Top of EXERCISE MATERIALS

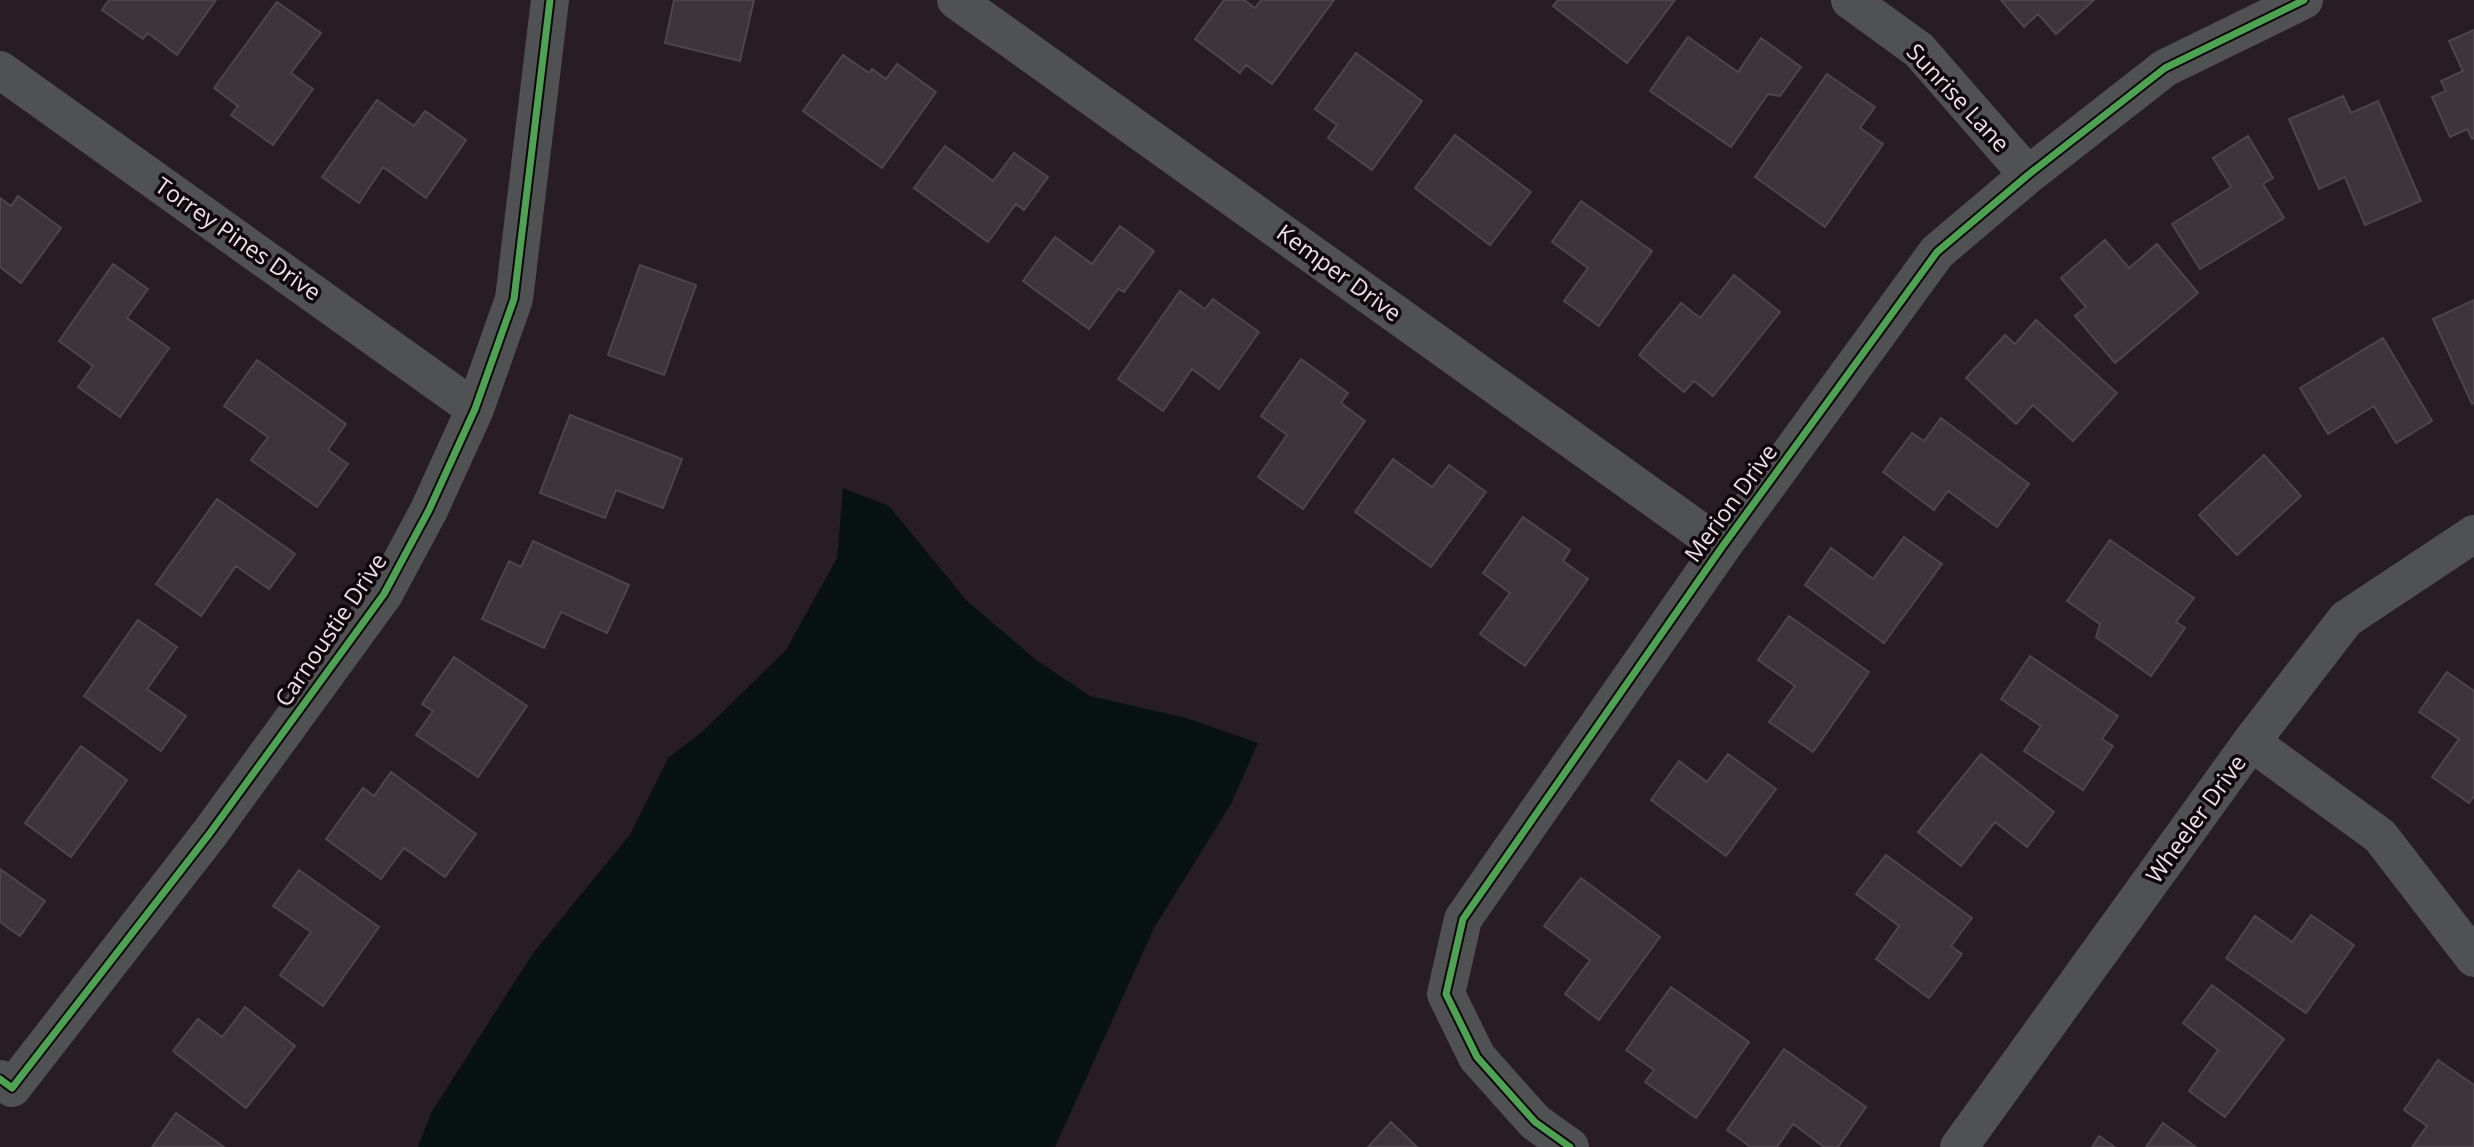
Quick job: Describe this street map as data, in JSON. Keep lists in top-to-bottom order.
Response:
{
  "streets": {
    "street": [
      "Sunrise Lane",
      "Torrey Pines Drive",
      "Kemper Drive",
      "Merion Drive",
      "Carnoustie Drive",
      "Wheeler Drive"
    ]
  },
  "crossings": [
    ["Sunrise Lane", "Merion Drive"],
    ["Torrey Pines Drive", "Carnoustie Drive"],
    ["Kemper Drive", "Merion Drive"]
  ]
}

Bottom of EXERCISE MATERIALS

The job here is to write out the records exactly, pictures excluded.

EXERCISE RESULT
Quick job: Describe this street map as data, in JSON. Keep lists in top-to-bottom order.
Response:
{
  "streets": {
    "street": [
      "Sunrise Lane",
      "Torrey Pines Drive",
      "Kemper Drive",
      "Merion Drive",
      "Carnoustie Drive",
      "Wheeler Drive"
    ]
  },
  "crossings": [
    ["Sunrise Lane", "Merion Drive"],
    ["Torrey Pines Drive", "Carnoustie Drive"],
    ["Kemper Drive", "Merion Drive"]
  ]
}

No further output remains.